*** Data for this exercise Section Begins ***

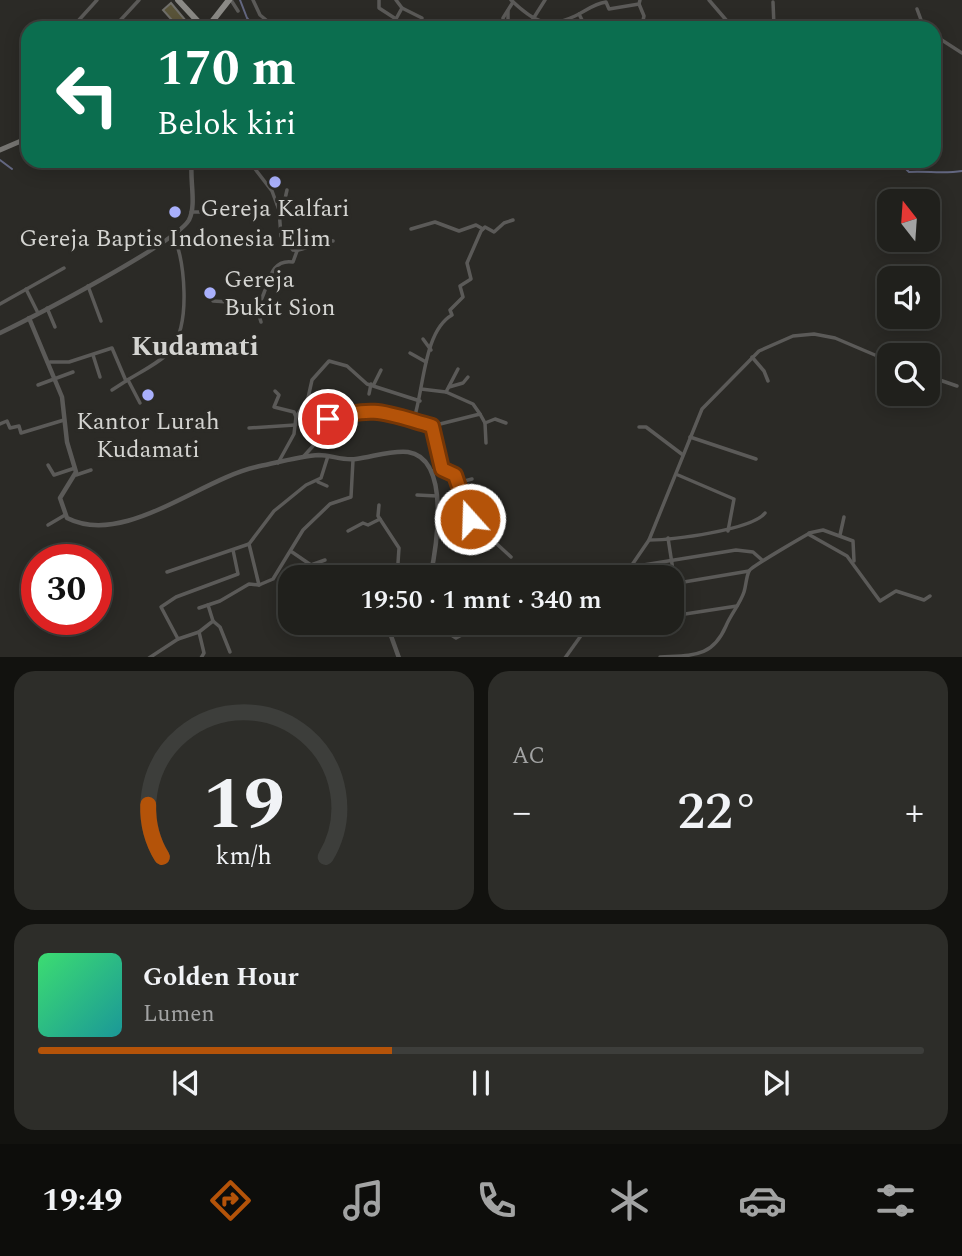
<!DOCTYPE html>
<html lang="id">
<meta charset="utf-8">
<style>
:root{--surface:#20201c;--page:#2d2d29;--text:#f1f3f6;--muted:#a2a3a3;--line:#3d3e3b;--accent:#b45309}
body{margin:0;font-family:Spectral,serif;background:var(--page);color:var(--text);height:100vh;display:flex;flex-direction:column;font-size:26px;white-space:nowrap}
*{box-sizing:border-box;margin:0}
p{font-size:23px;color:var(--muted)}
.icon{flex:none;width:38px;height:38px;fill:none;stroke:currentColor;stroke-width:2;stroke-linecap:round;stroke-linejoin:round}
.map{position:relative;height:657px;overflow:hidden}
.details{display:flex;flex-direction:column;gap:14px;padding:14px;background:#12120f;flex:1}
.details>*{flex:none}
.top-card{position:absolute;left:21px;top:21px;width:920px;height:147px;border-radius:21px;box-shadow:0 4px 18px #0003,0 0 0 2px var(--line);background:#0b6e4f;color:#fff;overflow:hidden}
.needle{width:46px;rotate:343deg}
.fabs{position:absolute;left:877px;top:189px;display:grid;gap:14px}
.fabs a{display:grid;place-items:center;width:63px;height:63px;border-radius:14px;background:var(--surface);box-shadow:0 4px 18px #0003,0 0 0 2px var(--line);font-size:35px}
.speed{position:absolute;left:21px;top:544px;display:flex;gap:14px;font-size:35px;font-weight:700;text-align:center}
.speed>*{display:grid;place-content:center;width:91px;height:91px;border-radius:50%;background:var(--surface);box-shadow:0 4px 18px #0003,0 0 0 2px var(--line);line-height:1}
.speed .limit{border:10px solid #d22;background:#fff;color:#111}
.pin{position:absolute;display:grid;place-items:center;width:60px;height:60px;color:#fff;margin:-30px;border:4px solid #fff;border-radius:50%;box-shadow:0 2px 7px #0007}
.me{position:absolute;width:77px;margin:-38px;rotate:340deg;stroke-linejoin:round;filter:drop-shadow(0 0 5px #0008)}
.turn{display:flex;align-items:center;gap:24px;height:147px;padding:0 21px;font-size:32px}
.turn .icon{width:91px;height:91px;stroke-width:2.5}
.turn b{display:block;font-size:49px;line-height:60px}
.big{font-size:52px;font-weight:600;line-height:1.1}
.details .card{flex:1;display:flex;flex-direction:column;justify-content:center;gap:10px;min-width:0;padding:0 24px;border-radius:21px;background:var(--page)}
.details .dial{align-items:center;gap:0}
.dial svg{height:182px;overflow:visible;fill:none;stroke:var(--line);stroke-width:7;stroke-linecap:round;text-anchor:middle}
.dial text{fill:var(--text);stroke:none}
.song{display:flex;align-items:center;gap:21px}
.cover{width:84px;height:84px;border-radius:10px;background:linear-gradient(135deg,hsl(140 70% 55%),hsl(180 70% 35%))}
.played{height:7px;border-radius:4px;background:linear-gradient(90deg,var(--accent) 40%,var(--line) 40%)}
.keys{display:flex;justify-content:space-around;direction:ltr}
.heat{display:flex;justify-content:space-between;align-items:center;font-size:38px;direction:ltr}
.details .tiles{flex:1;display:grid;gap:14px;grid-template-columns:1fr 1fr}
.card:last-child{grid-column:span 2}
.trip{position:absolute;left:278px;top:565px;width:406px;height:70px;border-radius:21px;background:var(--surface);box-shadow:0 4px 18px #0003,0 0 0 2px var(--line);font-weight:600;line-height:70px;text-align:center}
.tab-bar{display:flex;height:112px;justify-content:space-around;align-items:center;background:#0d0d0b;color:var(--muted)}
.tab-bar .icon{width:49px;height:49px}
.tab-bar .on{color:var(--accent)}
.tab-bar b{font-size:32px;color:var(--text)}
.map>svg:first-child{display:block}
.lines{fill:none;stroke-linecap:round;stroke-linejoin:round}
.stream{stroke:#636781;stroke-width:2}
.building{fill:#5a5439;stroke:#706f6a;stroke-width:2}
.minor{stroke:#5b5a58;stroke-width:3.5}
.tertiary{stroke:#5b5a58;stroke-width:4.5}
.secondary{stroke:#767572;stroke-width:5}
.primary{stroke:#8b8a86;stroke-width:6}
.route-casing{stroke:#753606;stroke-width:18}
.route{stroke:#b45309;stroke-width:12}
.poi-dot{fill:#a9b0fc;stroke:#2b2a26;stroke-width:2.5}
.labels{text-anchor:middle;stroke-width:7;stroke-linejoin:round;paint-order:stroke}
.poi-label{font-size:24px;fill:#d4d4d1;stroke:#2b2a26}
.quarter-label{font-size:28px;font-weight:bold;fill:#d4d4d1;stroke:#2b2a26}
</style>
<div class="map">
<svg width="962" height="658" viewBox="0 0 962 658">
<rect width="100%" height="100%" fill="#2b2a26"/>
<g class="lines">
<g class="stream">
<polyline points="240,0 247,18 256,28"/>
<polyline points="0,160 12,169"/>
<path d="M 898,161 L 909,172 C 928,171 944,174 962,171"/>
</g>
</g>
<polygon class="building" points="171,3 186,21 179,28 163,10"/>
<g class="lines">
<g class="minor">
<polyline points="231,0 238,11"/>
<polyline points="253,0 260,15 276,28"/>
<polyline points="379,0 379,8 396,19"/>
<path d="M 511,0 C 532,20 546,30 575,16 C 586,11 593,4 606,2 L 609,9 L 639,4 L 640,0"/>
<polyline points="709,0 733,28"/>
<polyline points="639,4 644,16 642,25 648,28"/>
<polyline points="402,8 422,18 420,28"/>
<polyline points="917,9 924,28"/>
<polyline points="579,14 583,22 616,28"/>
<polyline points="533,19 545,0"/>
<polyline points="78,21 97,0"/>
<polyline points="543,23 548,28"/>
<polyline points="115,26 139,0"/>
<polyline points="391,28 402,8 396,0"/>
<polyline points="503,28 503,18 513,2"/>
<polyline points="508,28 508,11"/>
<polyline points="765,28 774,26 773,2"/>
<polyline points="889,28 901,25 917,28"/>
<polyline points="934,35 962,53"/>
<polyline points="21,98 28,102"/>
<path d="M 249,161 L 272,191 L 279,210 L 281,236 L 293,250 C 307,252 318,237 333,241"/>
<polyline points="355,161 359,161"/>
<polyline points="151,162 152,161"/>
<polyline points="277,204 285,199 287,190"/>
<polyline points="191,212 205,212"/>
<polyline points="411,229 435,222 459,231 476,225 483,229"/>
<polyline points="88,286 101,321"/>
<polyline points="26,289 38,313"/>
<path d="M 213,301 L 259,304 C 269,288 268,258 293,262 L 297,251"/>
<polyline points="0,304 64,268"/>
<polyline points="256,305 261,322"/>
<polyline points="47,308 55,327"/>
<polyline points="423,339 431,350"/>
<polyline points="161,345 175,342"/>
<polyline points="410,353 426,362"/>
<polyline points="93,355 100,377"/>
<polyline points="752,357 764,371 768,381"/>
<path d="M 50,362 L 69,362 L 112,348 L 126,381 C 140,372 160,363 171,350 C 191,323 185,262 173,233"/>
<polyline points="928,376 957,386"/>
<polyline points="128,380 140,403"/>
<polyline points="374,384 381,370"/>
<polyline points="38,385 73,372"/>
<polyline points="449,387 463,383 468,377"/>
<polyline points="421,389 446,392 458,369"/>
<polyline points="112,390 126,381"/>
<polyline points="275,391 279,395 274,407 294,412 296,417"/>
<polyline points="446,392 473,404 480,414"/>
<polyline points="369,394 371,384"/>
<path d="M 328,419 C 374,406 388,413 432,426 L 442,469 L 431,471"/>
<path d="M 414,419 C 424,387 424,331 452,315 L 450,310 L 463,297 L 460,286 L 471,279 L 467,263 L 481,231 L 485,227 L 494,232 L 504,223 L 513,220"/>
<polyline points="485,423 495,419 506,423"/>
<polyline points="0,424 7,421 10,428 19,426 21,433 64,420"/>
<polyline points="432,426 480,414 485,423 486,443"/>
<polyline points="639,427 646,427 683,455"/>
<polyline points="249,428 295,425"/>
<polyline points="690,437 756,459"/>
<polyline points="304,456 323,435"/>
<polyline points="278,463 294,434 296,417 308,398 312,380 329,361 347,366 367,384 420,401"/>
<polyline points="48,465 54,475 75,468"/>
<polyline points="442,469 455,475 470,519 511,557"/>
<polyline points="76,475 91,470"/>
<polyline points="678,475 734,499 728,531"/>
<polyline points="318,482 327,486"/>
<polyline points="457,483 472,479"/>
<polyline points="417,495 437,496"/>
<polyline points="379,505 378,516 399,548 397,578"/>
<polyline points="48,525 65,515"/>
<polyline points="348,531 363,523 368,525 380,519"/>
<polyline points="809,533 823,530 853,541 854,561"/>
<polyline points="840,535 844,517"/>
<polyline points="668,538 675,583"/>
<path d="M 649,540 C 672,540 752,530 765,513"/>
<polyline points="292,552 311,565 325,560"/>
<polyline points="631,567 736,550 753,552 762,560"/>
<polyline points="167,572 249,544 274,511 306,485 321,478 328,456"/>
<polyline points="623,578 649,540 702,409 759,351 793,336 814,334 835,338 889,361"/>
<polyline points="672,584 749,571"/>
<polyline points="259,585 273,579 303,530 330,504 351,497 353,460"/>
<polyline points="199,608 220,601 249,584 259,585 249,544"/>
<polyline points="672,616 737,606"/>
<polyline points="213,621 220,627 230,652"/>
<polyline points="432,623 456,638 475,628"/>
<polyline points="199,632 178,639 161,607 176,597 238,574 233,550"/>
<path d="M 660,657 C 693,655 712,658 726,626 C 731,614 740,604 744,592 C 746,586 746,578 749,571 C 751,567 801,538 808,534 L 847,556 L 880,601 L 896,591 L 924,600 L 930,596"/>
<polyline points="149,658 178,639"/>
<polyline points="201,658 204,653 199,632 213,621 208,605"/>
<polyline points="565,658 590,623"/>
</g>
<g class="tertiary">
<path d="M 29,318 L 62,397 L 67,442 L 76,472 L 60,498 L 67,518 C 124,547 199,480 256,467 C 275,463 301,456 319,455 C 331,455 343,461 356,459 C 372,457 392,450 408,452 C 452,459 436,550 430,578"/>
<path d="M 0,333 C 31,318 176,243 189,220 C 197,204 189,178 192,161"/>
<polyline points="393,623 390,633 399,658"/>
</g>
<polyline class="secondary" points="0,150 28,138"/>
<g class="primary">
<polyline points="178,0 204,28"/>
<polyline points="207,28 229,0"/>
</g>
</g>
<g class="lines">
<defs>
<path id="route" d="M 328,419 C 376,405 386,413 432,426 L 442,469 L 455,475 L 470,519"/>
</defs>
<use href="#route" class="route-casing"/>
<use href="#route" class="route"/>
</g>
<g class="poi-dot">
<circle cx="275" cy="182" r="7"/>
<circle cx="175" cy="212" r="7"/>
<circle cx="210" cy="293" r="7"/>
<circle cx="148" cy="395" r="7"/>
</g>
<g class="labels">
<g class="poi-label">
<text x="275" y="216">Gereja Kalfari</text>
<text x="175" y="246">Gereja Baptis Indonesia Elim</text>
<text x="224" y="287" text-anchor="start">Gereja<tspan x="224" dy="28">Bukit Sion</tspan></text>
<text x="148" y="429">Kantor Lurah<tspan x="148" dy="28">Kudamati</tspan></text>
</g>
<g class="quarter-label">
<text x="195" y="355">Kudamati</text>
</g>
</g>
</svg>
<div class="fabs">
<a><svg class="needle" viewBox="-14 -14 28 28"><path d="M0-13l5 13h-10z" fill="#e53935"/><path d="M0 13l5-13h-10z" fill="#a2a3a3"/></svg></a>
<a><svg class="icon" aria-label="sound" viewBox="0 0 24 24"><path d="M4 9h4l5-4v14l-5-4H4zM17 9q2 3 0 6"/></svg></a>
<a><svg class="icon" aria-label="search" viewBox="0 0 24 24"><circle cx="10" cy="10" r="6"/><path d="M15 15l6 6"/></svg></a>
</div>
<div class="speed"><div class="limit">30</div></div>
<div class="pin" style="left:328px;top:419px;background:#d93025"><svg class="icon" aria-label="arrive" viewBox="0 0 24 24"><path d="M6 21V4h12l-3 4 3 4H6"/></svg></div>
<svg class="me" style="left:470px;top:519px" viewBox="-20 -20 40 40"><circle r="17" fill="#b45309" stroke="#fff" stroke-width="3"/><path d="M0-11L8 9 0 5-8 9z" fill="#fff"/></svg>
<div class="trip">19:50 · 1 mnt · 340 m</div>
<div class="top-card">
<div class="turn"><svg class="icon" aria-label="left" viewBox="0 0 24 24"><path d="M17 20v-9H6M10 6l-5 5 5 5"/></svg><div><b>170 m</b>Belok kiri</div></div>
</div>
</div>
<section class="details">
<div class="tiles">
<div class="card dial"><svg viewBox="0 0 100 80">
<path d="M14 69A42 42 0 1 1 86 69"/>
<path d="M14 69A42 42 0 0 1 8 46" stroke="#b45309"/>
<text x="50" y="56" font-size="32" font-weight="700">19</text>
<text x="50" y="72" font-size="11">km/h</text>
</svg></div>
<div class="card"><p>AC</p>
<div class="heat"><a>−</a><b class="big">22°</b><a>+</a></div>
</div>
<div class="card">
<div class="song"><i class="cover"></i><div><b>Golden Hour</b><p>Lumen</p></div></div>
<div class="played"></div>
<div class="keys"><svg class="icon" aria-label="previous" viewBox="0 0 24 24"><path d="M18 5L8 12l10 7zM5 5v14"/></svg><svg class="icon" aria-label="pause" viewBox="0 0 24 24"><path d="M8 5v14M16 5v14"/></svg><svg class="icon" aria-label="next" viewBox="0 0 24 24"><path d="M6 5l10 7-10 7zM19 5v14"/></svg></div>
</div>
</div>
</section>
<nav class="tab-bar">
<b>19:49</b>
<svg class="icon on" aria-label="directions" viewBox="0 0 24 24"><path d="M12 3l9 9-9 9-9-9zM9 14v-3h6M13 9l2 2-2 2"/></svg>
<svg class="icon" aria-label="music" viewBox="0 0 24 24"><path d="M9 18V5l10-2v13"/><circle cx="6" cy="18" r="3"/><circle cx="16" cy="16" r="3"/></svg>
<svg class="icon" aria-label="phone" viewBox="0 0 24 24"><path d="M5 4h4l2 5-3 2q2 4 5 5l2-3 5 2v4C11 20 4 13 5 4z"/></svg>
<svg class="icon" aria-label="climate" viewBox="0 0 24 24"><path d="M12 3v18M4 7l16 10M4 17L20 7"/></svg>
<svg class="icon" aria-label="car" viewBox="0 0 24 24"><path d="M5 17H2v-5l4-1 3-4h7l3 4 3 1v5h-3M9 17h6M6 11h13"/><circle cx="7" cy="17" r="2"/><circle cx="17" cy="17" r="2"/></svg>
<svg class="icon" aria-label="filters" viewBox="0 0 24 24"><path d="M4 7h16M4 17h16"/><circle cx="9" cy="7" r="2"/><circle cx="15" cy="17" r="2"/></svg>
</nav>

*** Data for this exercise Section Ends ***

§ Work to be completed
Copy out each line of the data that includes the string "keys".

§ Response area
.keys{display:flex;justify-content:space-around;direction:ltr}
<div class="keys"><svg class="icon" aria-label="previous" viewBox="0 0 24 24"><path d="M18 5L8 12l10 7zM5 5v14"/></svg><svg class="icon" aria-label="pause" viewBox="0 0 24 24"><path d="M8 5v14M16 5v14"/></svg><svg class="icon" aria-label="next" viewBox="0 0 24 24"><path d="M6 5l10 7-10 7zM19 5v14"/></svg></div>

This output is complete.